Wednesday, April 27, 2011

We cross the Atlantic. Em2 in the UK!

Our Emriver Em2 has made its first big ocean crossing.

Here you see David Simm (left)  with technician Geoff Baker.  Dr. Simm works at Bath Spa University, which offers undergraduate degrees in Geography, GIS and Development Geography

Dave's Em2 will be put to all its best uses, including undergrad teaching, postgraduate teacher training workshops, GK-12 sessions with local schools, and student recruitment.  All the good things for which it's designed (we're very happy about this.)

David is a fluvial geomorphologist; his doctorate research focused on radiocesium and sediment traps to measure rates of overbank sedimentation on lowland meandering rivers in the UK.  Recently, he's been interested in river restoration and the role of River Trusts in stream rehabilitation.    He says "I've an interest in pedagogic aspects of university teaching, so I'll be interested in how the Em2 and associated activities can be used to enhance student learning.  This research feeds into our Changing landscapes Research Group." 

Thanks to Dave for his kind patience as our Meriam deftly navigated complex export procedures.

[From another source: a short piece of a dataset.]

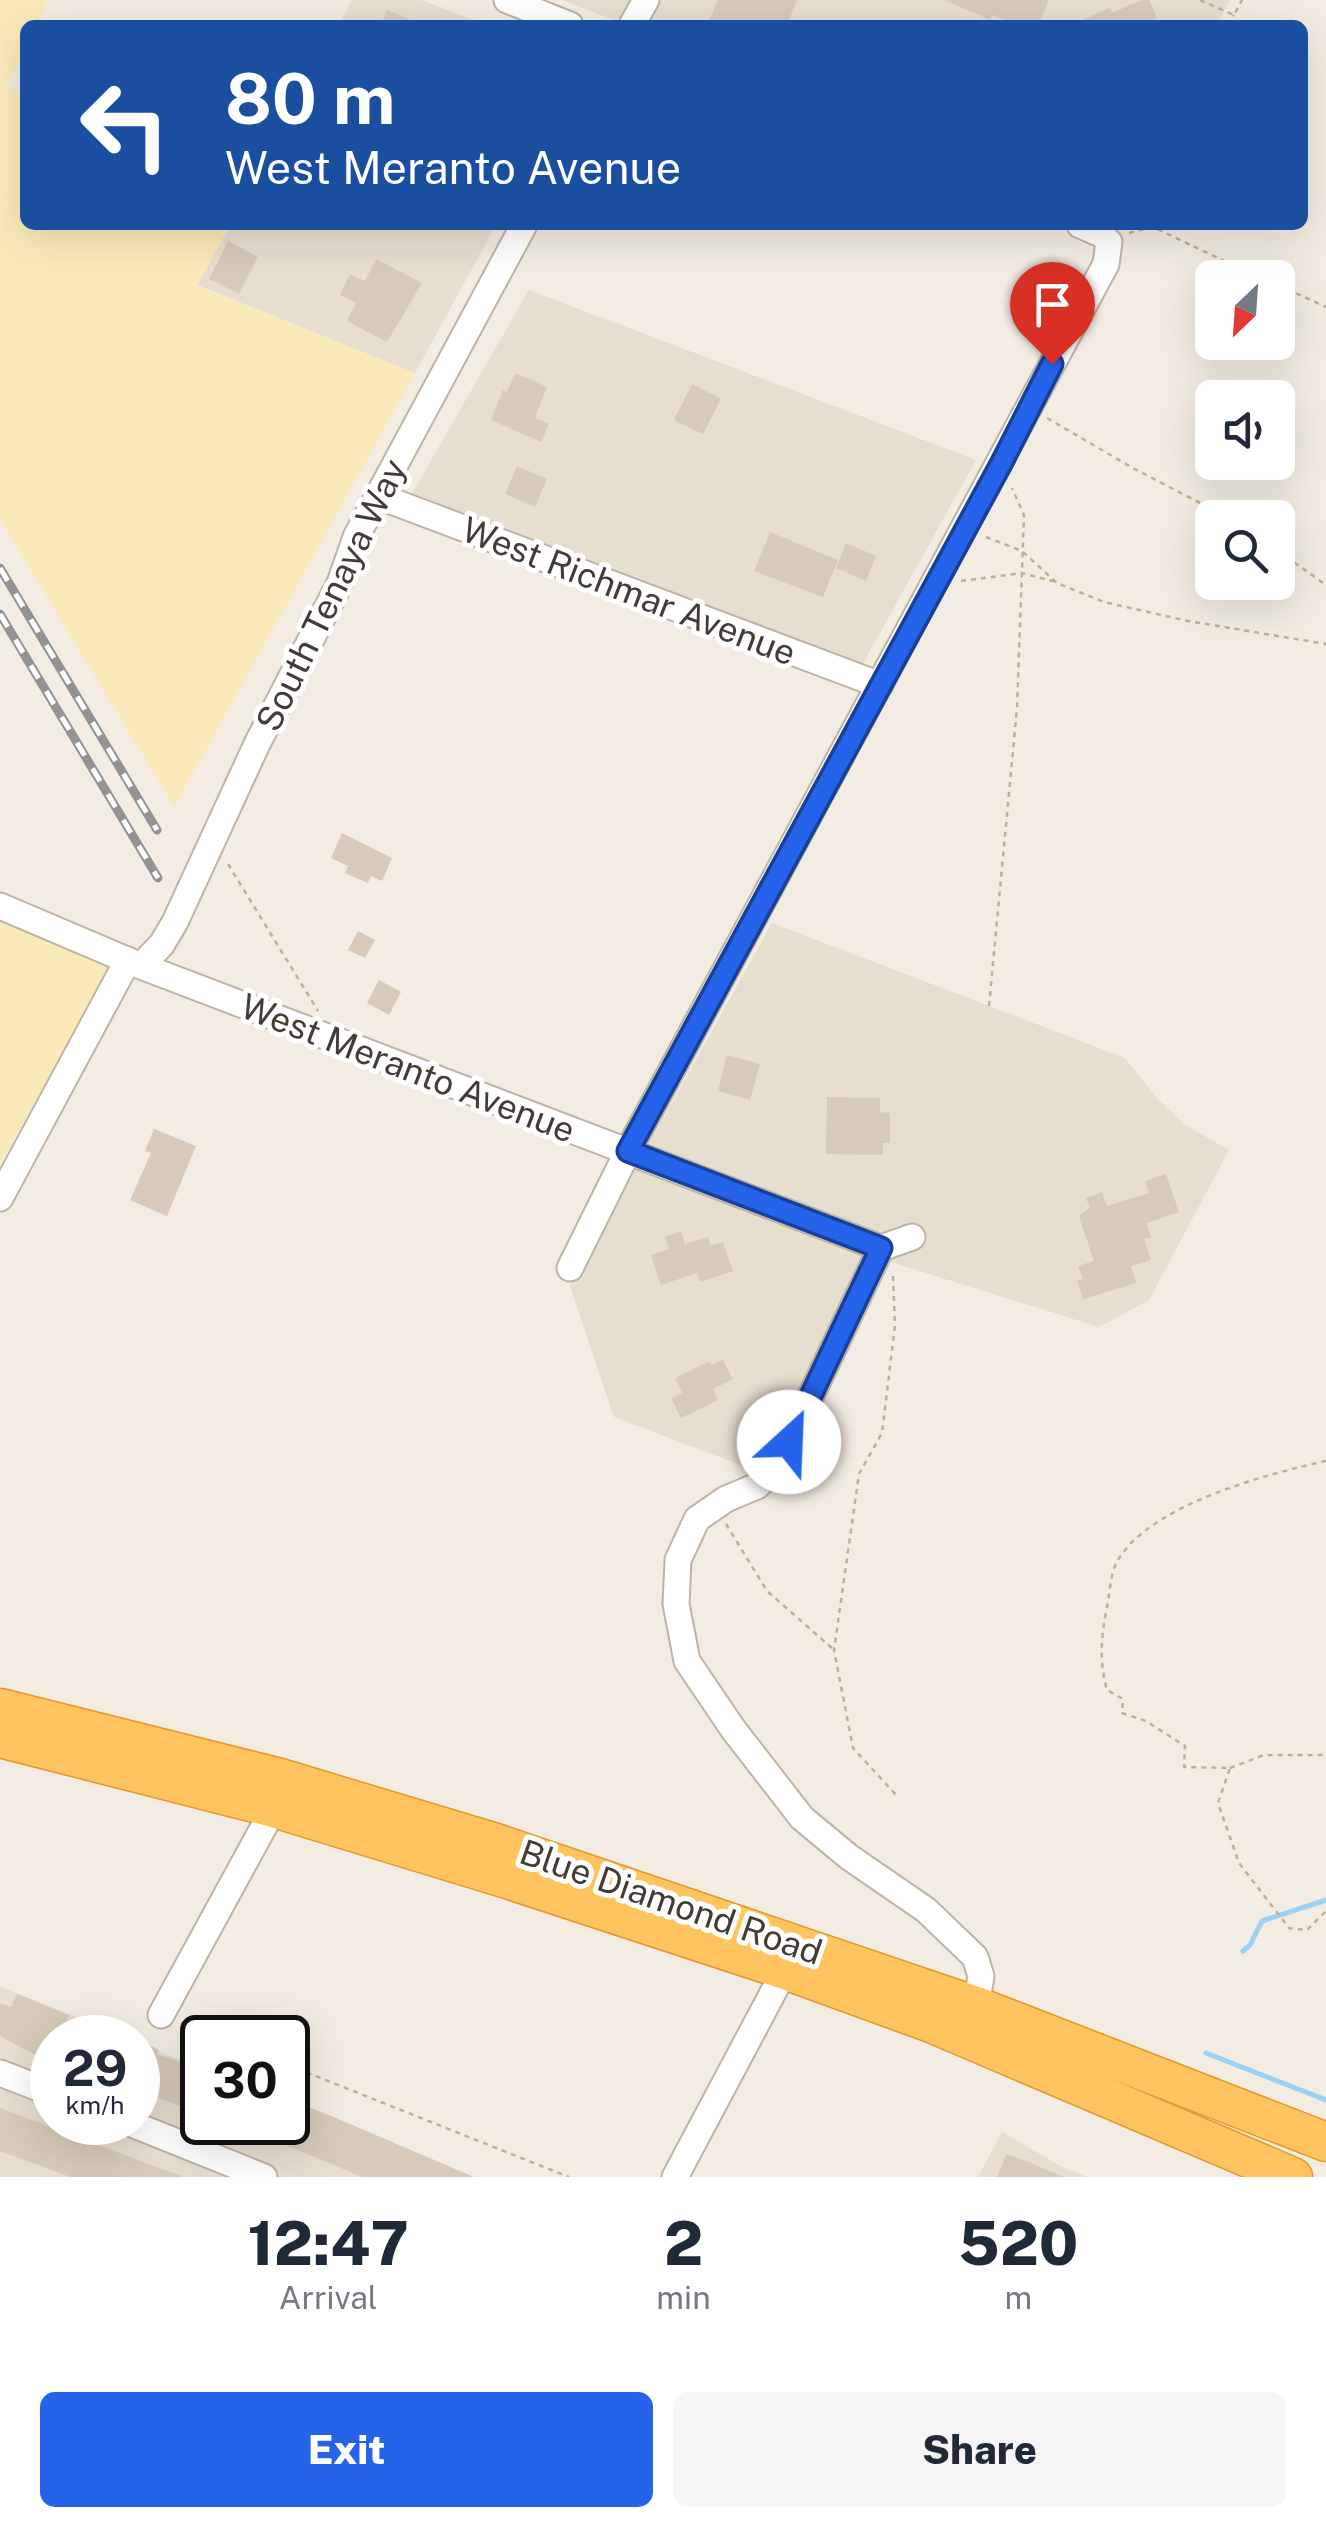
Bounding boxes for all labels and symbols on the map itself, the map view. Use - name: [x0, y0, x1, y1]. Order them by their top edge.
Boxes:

Here you see Meriam, Lily, and Christina celebrating the event.  And our Em2 map with the new addition.

Sunday, April 24, 2011

Happy, cool, fun video of us.

Last week we shot video to show our updated Emriver Em2 model.  Here are a few clips.

This production is all in house, all in-family.  Planning, video, post production,  everything.

In eight languages.  Our Meriam, from Morocco, speaks four (and teaches one) of them.  And I love Lily's Thai greeting.  Her German roommate was a natural, thanks Franzi!

We're struggling in this economy, but are doing great things.  This little video shows our respect and compassion for each other and our work.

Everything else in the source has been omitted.